万研列伝 2010
(※フィクションとしてお読み下さい\(^O^)/)
冬季から春にかけては忙しかった。
博士課程進学の準備、学会発表の準備、助成金や学振の申請手続き……
博士課程の試験に合格できなかったらニート決定だなと考えていたら、なんとか問題なく合格することができた。
現状維持続行である。
そして、学会発表を終え、実家に帰ったところで、思わぬ病気を患っていたことが判明する。
尿路結石。
新学期早々、緊急入院することになった。
横っ腹が痛いと思っていたら、結石が詰まっていて腎臓に水が溜まって膨れ上がっているという危ないところだった。

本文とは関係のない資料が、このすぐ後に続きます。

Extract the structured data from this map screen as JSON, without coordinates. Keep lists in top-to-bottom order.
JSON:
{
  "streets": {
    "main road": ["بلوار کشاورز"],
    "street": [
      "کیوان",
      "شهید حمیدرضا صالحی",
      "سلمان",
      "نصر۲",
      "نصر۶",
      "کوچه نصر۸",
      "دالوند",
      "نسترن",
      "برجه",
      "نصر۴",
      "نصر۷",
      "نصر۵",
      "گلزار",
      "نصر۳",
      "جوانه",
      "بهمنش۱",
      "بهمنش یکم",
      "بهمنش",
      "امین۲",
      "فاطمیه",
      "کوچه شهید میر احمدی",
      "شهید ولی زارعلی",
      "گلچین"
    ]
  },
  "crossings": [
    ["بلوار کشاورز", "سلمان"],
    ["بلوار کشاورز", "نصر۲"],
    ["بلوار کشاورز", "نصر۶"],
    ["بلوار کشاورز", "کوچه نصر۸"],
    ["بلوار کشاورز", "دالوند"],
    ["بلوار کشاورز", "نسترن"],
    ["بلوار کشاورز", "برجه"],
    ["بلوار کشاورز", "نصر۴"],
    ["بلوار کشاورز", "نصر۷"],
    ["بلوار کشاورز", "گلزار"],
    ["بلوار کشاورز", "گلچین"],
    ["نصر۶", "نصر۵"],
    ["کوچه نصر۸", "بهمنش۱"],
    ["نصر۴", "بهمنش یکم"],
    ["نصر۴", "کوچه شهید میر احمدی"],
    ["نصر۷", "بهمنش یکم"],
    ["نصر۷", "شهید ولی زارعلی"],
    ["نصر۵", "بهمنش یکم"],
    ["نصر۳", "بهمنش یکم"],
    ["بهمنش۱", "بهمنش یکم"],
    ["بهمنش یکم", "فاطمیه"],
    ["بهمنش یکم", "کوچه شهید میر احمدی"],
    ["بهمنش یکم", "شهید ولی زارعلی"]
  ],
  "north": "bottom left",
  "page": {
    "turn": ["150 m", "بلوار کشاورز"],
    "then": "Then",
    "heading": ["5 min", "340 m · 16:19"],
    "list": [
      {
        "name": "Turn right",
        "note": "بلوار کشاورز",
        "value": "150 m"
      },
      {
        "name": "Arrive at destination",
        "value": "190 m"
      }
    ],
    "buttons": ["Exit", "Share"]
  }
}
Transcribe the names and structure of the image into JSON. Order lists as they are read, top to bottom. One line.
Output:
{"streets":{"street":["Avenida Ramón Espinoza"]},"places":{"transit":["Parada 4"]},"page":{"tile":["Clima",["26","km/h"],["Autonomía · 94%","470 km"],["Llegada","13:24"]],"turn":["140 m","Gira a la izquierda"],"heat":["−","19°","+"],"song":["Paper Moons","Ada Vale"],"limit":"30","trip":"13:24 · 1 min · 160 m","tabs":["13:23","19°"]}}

しかし、手術自体はすぐに終わり、中旬には無事、大学に帰還。
そして、博士課程の研究が始まった。
――台湾編(2010年5月22日〜2010年5月30日)――
話は尿路結石で入院する前に遡る。
このサンプリングはXとのメールのやり取りの中から企画された。
Xが台湾の研究者にサンプリングに呼ばれているという話を聞き、論文で台湾はヤリマンボウが多く漁獲されることを思い出した。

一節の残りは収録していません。